The India-related coronavirus variant could drive another wave in Britain, a British government advisory scientist warned on Thursday.
"The virus just got faster," Andrew Hayward, a professor from the government's Scientific Advisory Group for Emergencies (SAGE), said indicating that Britain could be at the start of a third COVID-19 wave.
"That really brings it back down to this race against the vaccine and the virus," Hayward, an infectious disease expert at University College London, told the BBC.

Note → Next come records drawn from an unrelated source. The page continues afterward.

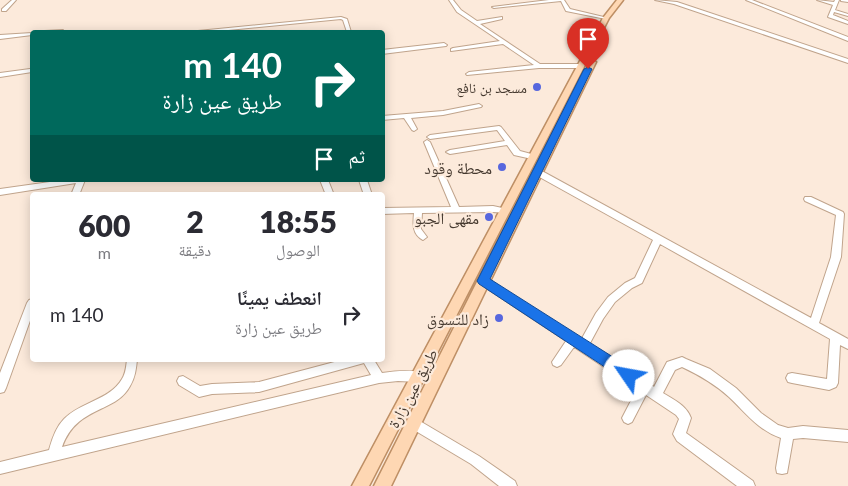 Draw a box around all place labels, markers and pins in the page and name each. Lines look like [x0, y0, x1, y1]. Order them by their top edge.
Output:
pin [567, 18, 609, 69]
place label: مسجد بن نافع [456, 79, 527, 98]
marker: مسجد بن نافع [531, 81, 543, 93]
place label: محطة وقود [424, 158, 492, 178]
marker: محطة وقود [496, 161, 508, 173]
place label: مقهى الجبو [414, 208, 479, 229]
marker: مقهى الجبو [483, 211, 495, 223]
place label: زاد للتسوق [427, 309, 489, 330]
marker: زاد للتسوق [493, 312, 505, 324] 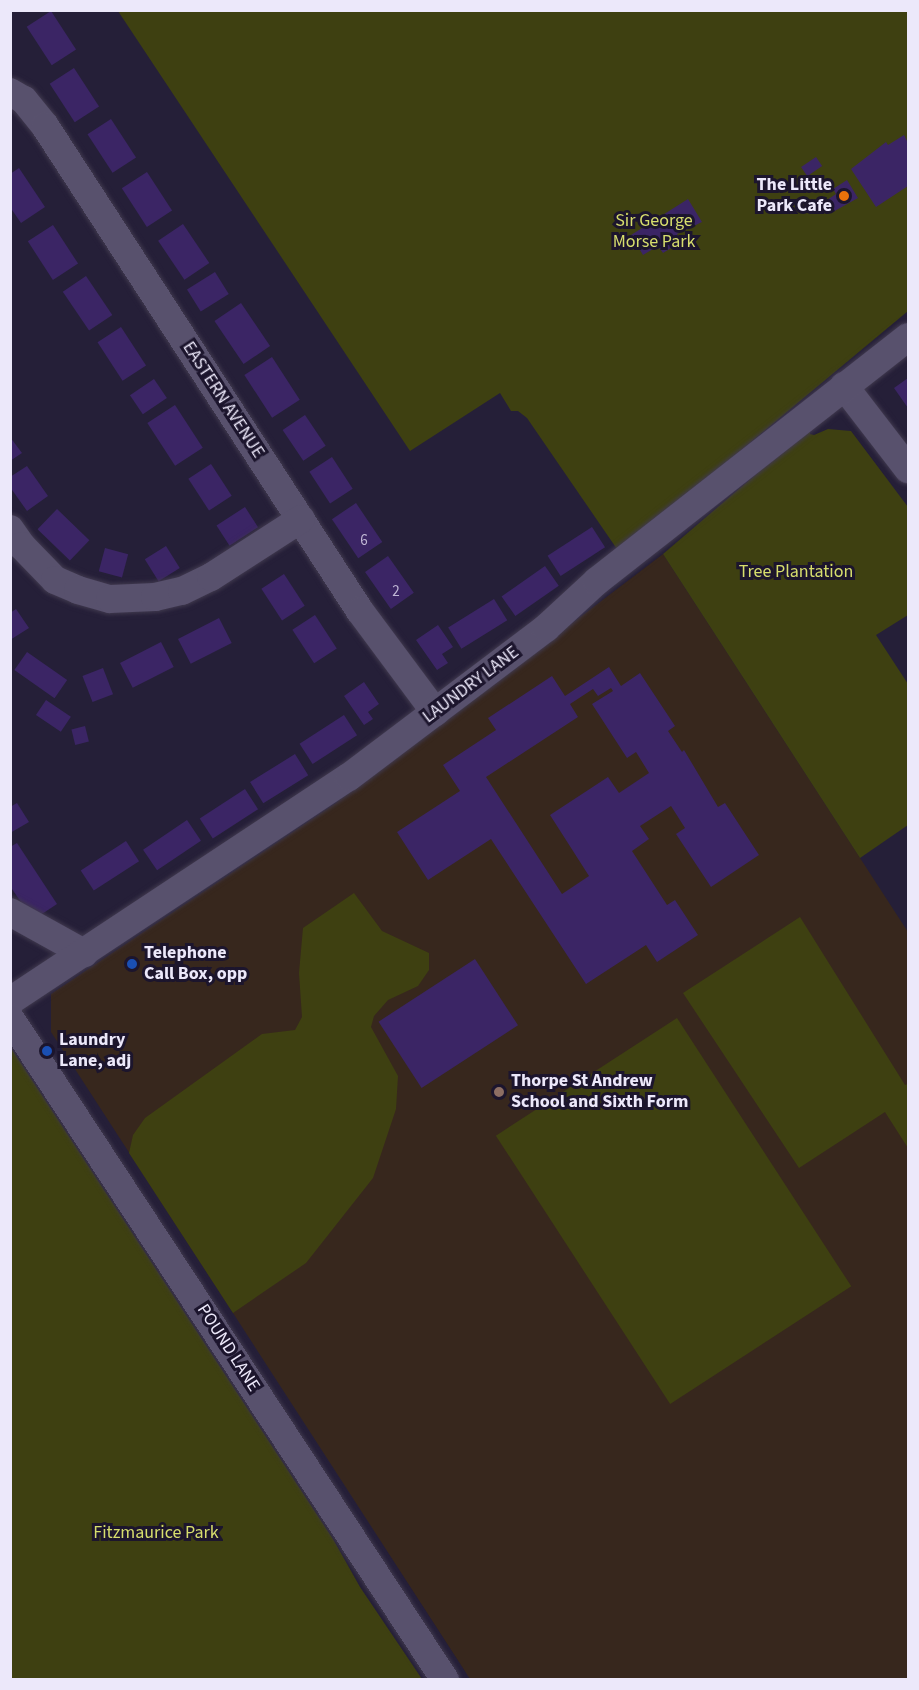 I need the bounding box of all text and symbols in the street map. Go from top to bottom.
place label: The Little Park Cafe [757,175,832,218]
marker: The Little Park Cafe [837,189,851,203]
park label: Sir George Morse Park [613,211,695,254]
street label: EASTERN AVENUE [177,338,269,462]
house number: 6 [360,532,368,550]
park label: Tree Plantation [739,561,853,583]
house number: 2 [392,583,400,601]
street label: LAUNDRY LANE [419,642,523,728]
place label: Telephone Call Box, opp [144,943,247,986]
marker: Telephone Call Box, opp [125,957,139,971]
place label: Laundry Lane, adj [59,1030,131,1072]
marker: Laundry Lane, adj [40,1044,54,1058]
place label: Thorpe St Andrew School and Sixth Form [511,1071,688,1114]
marker: Thorpe St Andrew School and Sixth Form [492,1085,506,1099]
street label: POUND LANE [192,1300,264,1396]
park label: Fitzmaurice Park [93,1522,219,1544] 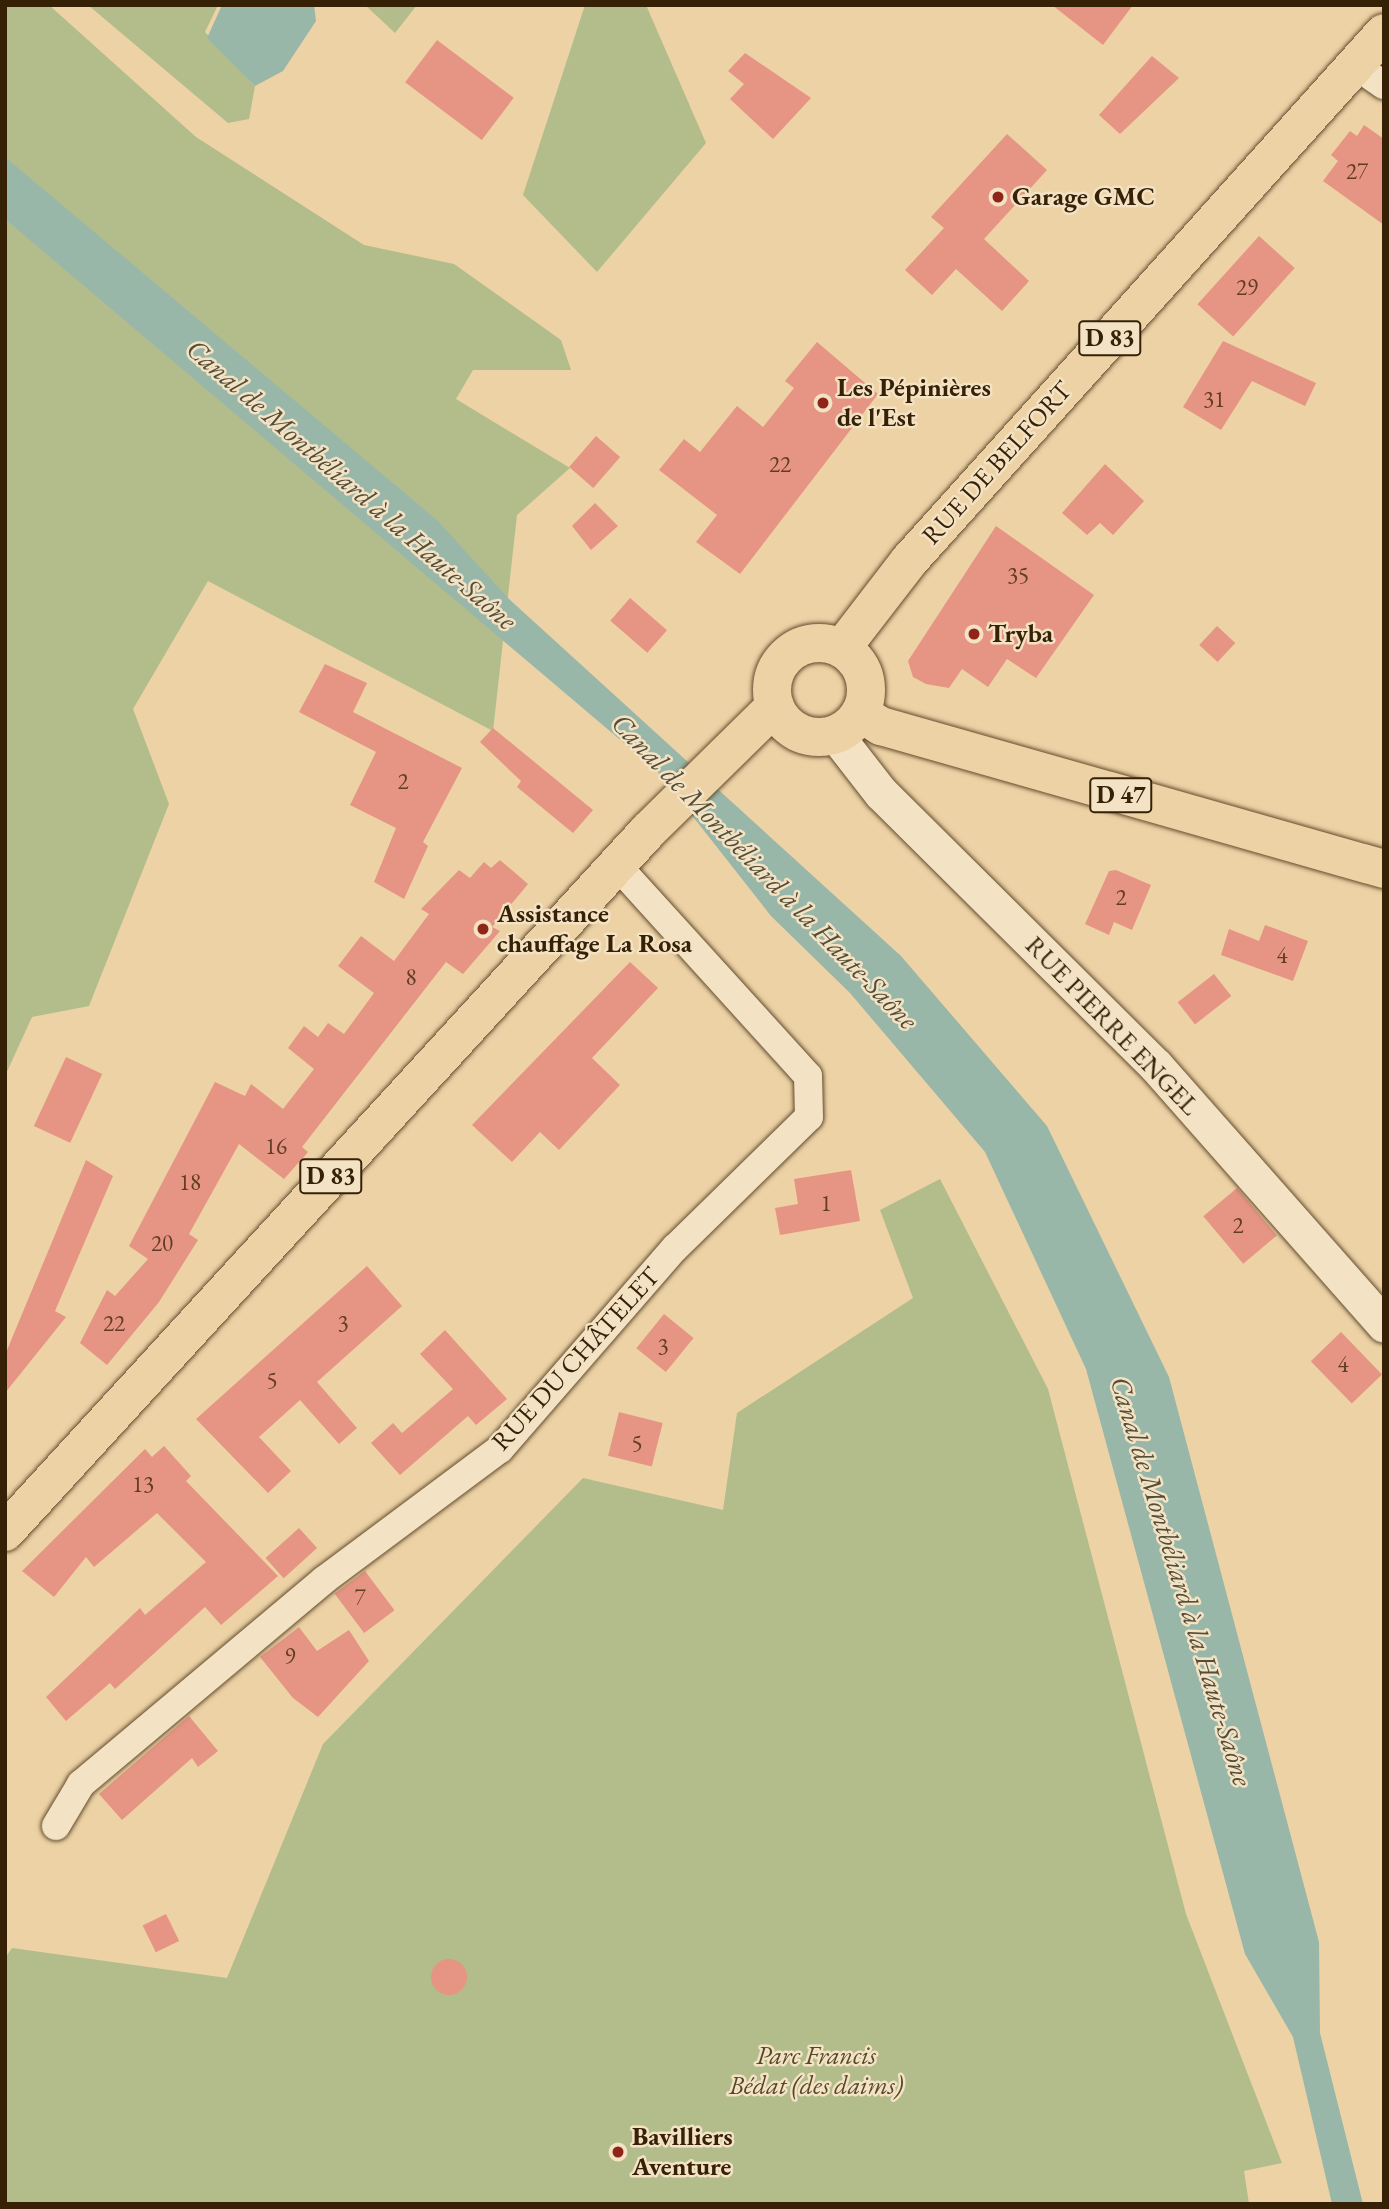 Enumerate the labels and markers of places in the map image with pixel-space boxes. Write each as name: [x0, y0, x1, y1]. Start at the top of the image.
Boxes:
place label: Garage GMC: [1012, 181, 1155, 213]
marker: Garage GMC: [990, 189, 1006, 205]
place label: Les Pépinières de l'Est: [837, 372, 991, 434]
marker: Les Pépinières de l'Est: [815, 395, 831, 411]
place label: Tryba: [988, 618, 1053, 650]
marker: Tryba: [966, 626, 982, 642]
place label: Assistance chauffage La Rosa: [497, 898, 692, 960]
marker: Assistance chauffage La Rosa: [475, 921, 491, 937]
place label: Bavilliers Aventure: [632, 2121, 733, 2182]
marker: Bavilliers Aventure: [610, 2144, 626, 2160]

"I think what we can see is that this strain can circulate very effectively, although it was originally imported through travel to India, it's spread fairly effectively first of all within households and now more broadly within communities, so I don't really see why it wouldn't continue to spread in other parts of the country," he said.
"Obviously we're doing everything we can to contain the spread of that, but it's likely that more generalized measures may start to be needed to control it," he added.
Almost 3,000 cases of the coronavirus variant first detected in India have been reported in Britain, British Health Secretary Matt Hancock said on Wednesday.
Speaking at the House of Commons, the lower house of the British Parliament, Hancock said 2,967 cases of the COVID-19 variant had been recorded as of Wednesday, 28 percent up from more than 2,300 on Monday.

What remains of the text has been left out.